== Task ==
From the records that follow, copy every line that contains the word "content".

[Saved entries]
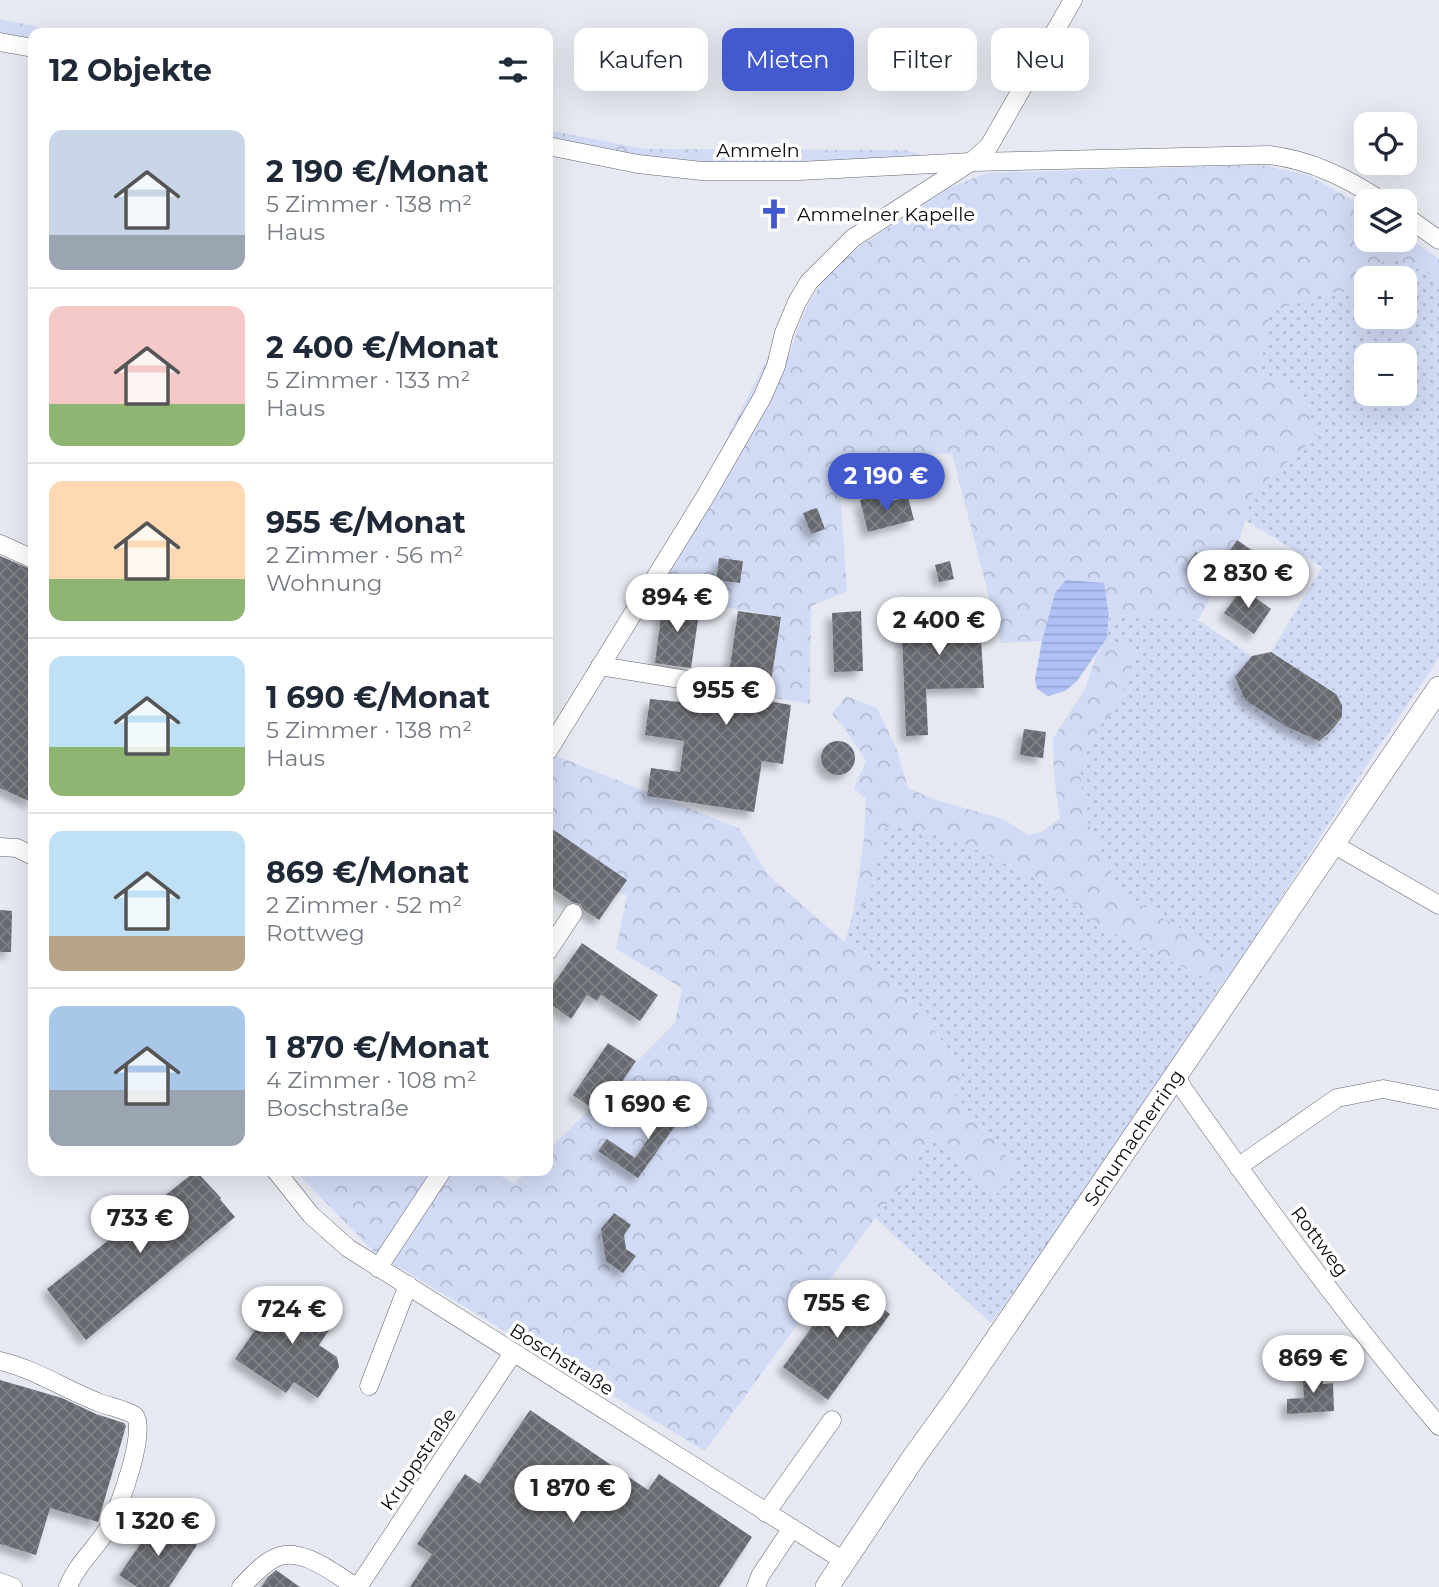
<!DOCTYPE html>
<html lang="de">
<head>
<meta charset="utf-8">
<style>
	body { margin:0; font-family:Montserrat,sans-serif; background:#f6f6f7; color:#1f2937; height:100vh; display:flex; flex-direction:column; font-size:26px; white-space:nowrap }
	* { box-sizing:border-box; margin:0 }
	p { font-size:23px; color:#747a83 }
	.icon { flex:none; width:38px; height:38px; fill:none; stroke:currentColor; stroke-width:2; stroke-linecap:round; stroke-linejoin:round }
	.map { position:relative; flex:1; overflow:hidden }
	.panel { position:absolute; left:28px; top:28px; width:525px; height:1148px; display:flex; flex-direction:column; background:#fff; border-radius:14px; box-shadow:0 7px 28px #0002 }
	.panel>* { flex:none }
	.guide { position:absolute; left:574px; top:28px; width:665px; height:63px; display:flex; gap:14px }
	.controls { position:absolute; left:1354px; top:112px; display:grid; gap:14px }
	.controls a { display:grid; place-items:center; width:63px; height:63px; border-radius:14px; background:#fff; box-shadow:0 7px 28px #0002; font-size:35px }
	.price { position:absolute; translate:-50% -60px; padding:0 16px; border-radius:24px; background:#fff; color:#222; font-size:23px; line-height:46px; filter:drop-shadow(0 2px 4px #0008) }
	.price::after { content:''; position:absolute; left:50%; top:42px; width:21px; height:16px; margin-left:-10px; background:inherit; clip-path:polygon(0 0,100% 0,50% 100%) }
	.price.selected { background:#425acd; color:#fff }
	ul { padding:0; list-style:none }
	li { display:flex; align-items:center; gap:21px; height:175px; padding:0 21px }
	li+li { border-top:2px solid #e0e1e3 }
	li span { display:grid; place-items:center; flex:none; width:196px; height:140px; border-radius:14px; color:#555 }
	li>.icon { margin-inline-start:auto }
	span .icon { width:84px; height:84px; fill:#fffc; stroke-width:1 }
	li b { font-size:30px }
	h2 { display:flex; justify-content:space-between; align-items:center; height:84px; padding:0 21px; font-size:30px }
	.tag { padding:0 24px; border-radius:14px; background:#fff; box-shadow:0 7px 28px #0002; font-size:24px; line-height:63px }
	.tag.selected { background:#425acd; color:#fff }
	.map>svg:first-child { display:block }
	.grass { fill:url(#grass-dots); fill-rule:evenodd }
	.forest { fill:url(#forest-crowns) }
	.water { fill:url(#water-rules) }
	.building { fill:url(#building-cross-hatch); filter:url(#shadow) }
	.lines { fill:none; stroke-linecap:round; stroke-linejoin:round }
	.minor-casing { stroke:#62656c; stroke-width:19 }
	.major-casing { stroke:#62656c; stroke-width:24 }
	.minor { stroke:#fff; stroke-width:18 }
	.major { stroke:#fff; stroke-width:23 }
	.labels { text-anchor:middle; stroke-width:7; stroke-linejoin:round; paint-order:stroke }
	.street-label { font-size:19px; fill:#0b0c0f; stroke:#fff }
	.poi-label { font-size:19px; fill:#0b0c0f; stroke:#fff; text-anchor:start }
</style>
</head>
<body>
<div class="map">
<svg width="1439" height="1587" viewBox="0 0 1439 1587">
	<defs>
		<pattern id="grass-dots" width="8" height="8" patternUnits="userSpaceOnUse" patternTransform="scale(1.75)"><rect width="8" height="8" fill="#d2dbf5"/><path d="M2 2h.1M6 6h.1" fill="none" stroke="#b3bbd1" stroke-width="1.8" stroke-linecap="round"/></pattern>
		<pattern id="forest-crowns" width="20" height="18" patternUnits="userSpaceOnUse" patternTransform="scale(1.75)"><rect width="20" height="18" fill="#d2dbf5"/><path d="M2 6a3 3 0 1 1 6 0M12 15a3 3 0 1 1 6 0" fill="none" stroke="#b3bbd1"/></pattern>
		<pattern id="water-rules" width="6" height="5" patternUnits="userSpaceOnUse" patternTransform="scale(1.75)"><rect width="6" height="5" fill="#b0c1f6"/><path d="M0 2.5h6" fill="none" stroke="#96a5d2"/></pattern>
		<pattern id="building-cross-hatch" width="8" height="8" patternUnits="userSpaceOnUse" patternTransform="scale(1.75)"><rect width="8" height="8" fill="#686a71"/><path d="M0 0l8 8M0 8l8-8" fill="none" stroke="#7f8186"/></pattern>
		<filter id="shadow"><feDropShadow dx="-6" dy="6" stdDeviation="3.5" flood-color="#0004"/></filter>
	</defs>
	<rect width="100%" height="100%" fill="#e6e9f1"/>
	<g class="grass">
		<path d="M1387 256 1439 278V658L1374 754 1236 967 1175 925 1144 907 1116 887 1100 848 1084 814 1080 769 1094 732 1117 708 1137 653 1107 638 1110 615 1198 620 1252 656 1287 727 1318 741 1329 733 1336 694 1271 652 1322 567 1245 520 1253 492 1317 436 1298 386 1259 372 1270 313 1320 293 1360 291 1367 282V317H1405V278H1370ZM1367 355H1405V394H1367Z"/>
		<polygon points="900,823 975,849 1051,886 1098,925 1221,986 1070,1213 991,1323 875,1218 908,1178 932,1131 996,1195 953,1092 965,1068 868,953 845,942 853,913 866,903 875,873 885,829"/>
	</g>
	<g class="forest">
		<polygon points="0,19 67,33 33,33 33,46 0,40"/>
		<polygon points="548,130 645,149 905,150 938,160 802,165 639,160 548,143"/>
		<polygon points="1261,165 1308,175 1367,208 1367,240 1405,240 1405,235 1439,259 1439,278 1387,256 1370,278 1367,278 1367,282 1360,291 1320,293 1270,313 1259,372 1298,386 1317,436 1253,492 1238,545 1198,620 1110,615 1104,583 1055,593 1042,641 1001,643 952,454 869,453 840,492 847,591 811,606 810,704 763,696 771,615 636,593 705,481 767,359 790,353 799,325 809,302 831,271 859,247 949,188 987,173"/>
		<polygon points="1107,638 1137,653 1117,708 1094,732 1080,769 1084,814 1100,848 1116,887 1144,907 1175,925 1236,967 1221,986 1098,925 1051,886 975,849 900,823 885,829 875,873 866,903 853,913 864,838 866,799 854,788 866,761 846,730 832,714 846,696 877,708 897,750 908,788 936,800 1003,819 1028,835 1042,832 1060,818 1054,776 1053,738 1085,689 1096,656"/>
		<polygon points="554,755 739,828 768,875 845,942 868,953 965,1069 953,1092 1018,1170 996,1195 932,1131 908,1178 875,1218 705,1451 375,1253 302,1178 298,1171 493,1171 514,1184 527,1171 548,1171 548,1151 675,1023 682,988 616,949 627,896 548,854 548,767"/>
	</g>
	<polygon class="water" points="1066,580 1104,583 1109,614 1107,638 1077,681 1065,691 1048,696 1037,689 1035,679 1042,641 1055,593"/>
	<g class="building">
		<polygon points="881,495 883,503 908,497 914,520 868,532 860,500"/>
		<polygon points="817,508 825,529 811,534 803,513"/>
		<polygon points="1237,540 1259,555 1244,576 1223,561"/>
		<polygon points="1196,552 1214,564 1206,576 1187,564"/>
		<polygon points="0,556 33,570 33,803 0,788"/>
		<polygon points="719,558 743,561 740,583 716,580"/>
		<polygon points="950,561 954,579 939,582 935,565"/>
		<polygon points="1245,584 1259,594 1256,598 1271,609 1254,634 1224,613"/>
		<polygon points="663,601 700,606 691,668 655,663"/>
		<polygon points="979,606 984,688 926,689 928,735 906,736 901,609"/>
		<polygon points="738,611 781,617 768,701 791,705 783,764 762,761 754,812 647,796 651,768 680,772 684,741 645,735 650,699 690,703 691,692 709,695 717,693 726,695"/>
		<polygon points="861,611 863,671 834,672 832,613"/>
		<polygon points="1271,652 1336,694 1342,705 1342,717 1329,733 1319,741 1287,727 1245,700 1235,677 1252,656"/>
		<polygon points="1024,729 1046,732 1043,758 1020,755"/>
		<circle cx="838" cy="758" r="17"/>
		<polygon points="548,826 627,880 599,920 584,910 580,904 572,902 548,885"/>
		<polygon points="0,910 12,911 11,952 0,952"/>
		<polygon points="582,943 658,995 640,1021 601,995 597,1001 587,995 571,1019 548,1002 548,992"/>
		<polygon points="608,1043 636,1061 600,1114 573,1095"/>
		<polygon points="679,1094 692,1102 638,1178 598,1151 607,1139 635,1158"/>
		<polygon points="196,1171 221,1198 220,1199 235,1217 86,1340 47,1289"/>
		<polygon points="614,1213 631,1225 624,1235 626,1249 636,1256 623,1273 606,1261 601,1229"/>
		<polygon points="845,1281 890,1314 828,1400 783,1367"/>
		<polygon points="285,1287 335,1321 319,1345 337,1357 339,1367 318,1398 294,1382 286,1393 235,1359"/>
		<polygon points="1322,1369 1323,1384 1333,1383 1334,1411 1287,1414 1287,1399 1304,1398 1302,1370"/>
		<polygon points="0,1380 62,1398 96,1414 124,1423 126,1426 98,1522 50,1508 36,1555 0,1544"/>
		<polygon points="530,1410 648,1490 659,1474 752,1537 719,1587 410,1587 432,1554 417,1544 465,1474 480,1484"/>
		<polygon points="158,1519 197,1545 169,1587 137,1587 119,1575"/>
		<polygon points="276,1570 300,1587 261,1587 268,1577"/>
	</g>
	<g class="lines">
		<g class="minor-casing">
			<g id="minor">
				<polyline points="0,42 33,48"/>
				<path d="M548 146 638 164 702 171H799L971 162 1269 155C1311 160 1347 178 1382 201"/>
				<polyline points="1405,216 1439,240"/>
				<polyline points="0,544 33,559"/>
				<polyline points="600,666 711,684"/>
				<polyline points="548,751 705,497 762,398 776,366 784,333 797,302 809,282 853,238 971,162 989,146 1073,0"/>
				<polyline points="1333,844 1439,905"/>
				<polyline points="0,847 17,848 33,856"/>
				<polyline points="548,951 573,913"/>
				<path d="M1175 1075 1184 1090C1265 1205 1348 1319 1439 1426"/>
				<polyline points="1238,1167 1337,1098 1383,1089 1439,1100"/>
				<polyline points="276,1171 311,1215 348,1248 844,1561"/>
				<polyline points="378,1268 442,1171"/>
				<path d="M0 1361C35 1369 66 1390 100 1403 108 1406 130 1411 135 1416 147 1431 119 1508 110 1525 98 1547 77 1563 68 1587"/>
				<polyline points="369,1386 408,1285"/>
				<polyline points="766,1513 832,1420"/>
				<polyline points="0,1582 13,1587"/>
				<path d="M241 1587C251 1577 262 1564 275 1558 300 1545 335 1574 356 1587"/>
				<polyline points="358,1587 513,1353"/>
				<polyline points="756,1587 760,1576 792,1528"/>
			</g>
		</g>
		<g class="major-casing">
			<g id="major">
				<path id="s1" d="M827 1587 914 1457 958 1396 1439 688"/>
			</g>
		</g>
		<use href="#minor" class="minor"/>
		<use href="#major" class="major"/>
	</g>
	<defs>
		<g id="church-bare" transform="scale(2.415)"><path d="M-1.2-6h2.4v3.5h3.3v2.4h-3.3V6h-2.4V-.1h-3.3v-2.4h3.3Z" fill="#425acd" stroke="#fff" stroke-width="2.5" paint-order="stroke"/></g>
	</defs>
	<g fill-rule="evenodd">
		<use href="#church-bare" x="774" y="214"/>
	</g>
	<g class="labels">
		<g class="street-label">
			<text x="758" y="157">Ammeln</text>
			<text dy="7" stroke="none"><textPath href="#s1" startOffset="544">Schumacherring</textPath></text>
			<text transform="translate(1320 1241) rotate(53)" y="7">Rottweg</text>
			<text transform="translate(562 1359) rotate(32)" y="7">Boschstraße</text>
			<text transform="translate(418 1459) rotate(-56)" y="7">Kruppstraße</text>
		</g>
		<g class="poi-label">
			<text x="797" y="221">Ammelner Kapelle</text>
		</g>
	</g>
</svg>
<div class="controls">
<a><svg class="icon" aria-label="locate" viewBox="0 0 24 24"><circle cx="12" cy="12" r="6"/><path d="M12 2v4M12 18v4M2 12h4M18 12h4"/></svg></a>
<a><svg class="icon" aria-label="layers" viewBox="0 0 24 24"><path d="M12 4l9 5-9 5-9-5zM3 14l9 5 9-5"/></svg></a>
<a>+</a>
<a>−</a>
</div>
<b class="price selected" style="left:886px;top:513px">2 190 €</b>
<b class="price" style="left:1248px;top:610px">2 830 €</b>
<b class="price" style="left:677px;top:634px">894 €</b>
<b class="price" style="left:939px;top:657px">2 400 €</b>
<b class="price" style="left:726px;top:727px">955 €</b>
<b class="price" style="left:648px;top:1141px">1 690 €</b>
<b class="price" style="left:140px;top:1255px">733 €</b>
<b class="price" style="left:837px;top:1340px">755 €</b>
<b class="price" style="left:292px;top:1346px">724 €</b>
<b class="price" style="left:1313px;top:1395px">869 €</b>
<b class="price" style="left:573px;top:1525px">1 870 €</b>
<b class="price" style="left:158px;top:1558px">1 320 €</b>
<div class="guide">
<a class="tag">Kaufen</a>
<a class="tag selected">Mieten</a>
<a class="tag">Filter</a>
<a class="tag">Neu</a>
</div>
<section class="panel">
<h2>12 Objekte<svg class="icon" aria-label="filters" viewBox="0 0 24 24"><path d="M4 7h16M4 17h16"/><circle cx="9" cy="7" r="2"/><circle cx="15" cy="17" r="2"/></svg></h2>
<ul>
<li><span style="background:linear-gradient(#c9d6e8 75%,#9aa5b1 0)"><svg class="icon" aria-label="home" viewBox="0 0 24 24"><path d="M3 11l9-7 9 7M6 9v11h12V9"/></svg></span><div><b>2 190 €/Monat</b><p>5 Zimmer · 138 m²</p><p>Haus</p></div></li>
<li><span style="background:linear-gradient(#f6c9c9 70%,#8fb573 0)"><svg class="icon" aria-label="home" viewBox="0 0 24 24"><path d="M3 11l9-7 9 7M6 9v11h12V9"/></svg></span><div><b>2 400 €/Monat</b><p>5 Zimmer · 133 m²</p><p>Haus</p></div></li>
<li><span style="background:linear-gradient(#ffd9b3 70%,#8fb573 0)"><svg class="icon" aria-label="home" viewBox="0 0 24 24"><path d="M3 11l9-7 9 7M6 9v11h12V9"/></svg></span><div><b>955 €/Monat</b><p>2 Zimmer · 56 m²</p><p>Wohnung</p></div></li>
<li><span style="background:linear-gradient(#bfe0f5 65%,#8fb573 0)"><svg class="icon" aria-label="home" viewBox="0 0 24 24"><path d="M3 11l9-7 9 7M6 9v11h12V9"/></svg></span><div><b>1 690 €/Monat</b><p>5 Zimmer · 138 m²</p><p>Haus</p></div></li>
<li><span style="background:linear-gradient(#bfe0f5 75%,#b9a48a 0)"><svg class="icon" aria-label="home" viewBox="0 0 24 24"><path d="M3 11l9-7 9 7M6 9v11h12V9"/></svg></span><div><b>869 €/Monat</b><p>2 Zimmer · 52 m²</p><p>Rottweg</p></div></li>
<li><span style="background:linear-gradient(#a9c7e8 60%,#9aa5b1 0)"><svg class="icon" aria-label="home" viewBox="0 0 24 24"><path d="M3 11l9-7 9 7M6 9v11h12V9"/></svg></span><div><b>1 870 €/Monat</b><p>4 Zimmer · 108 m²</p><p>Boschstraße</p></div></li>
</ul>
</section>
</div>
</body>
</html>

== Exercise output ==
	.price::after { content:''; position:absolute; left:50%; top:42px; width:21px; height:16px; margin-left:-10px; background:inherit; clip-path:polygon(0 0,100% 0,50% 100%) }
	h2 { display:flex; justify-content:space-between; align-items:center; height:84px; padding:0 21px; font-size:30px }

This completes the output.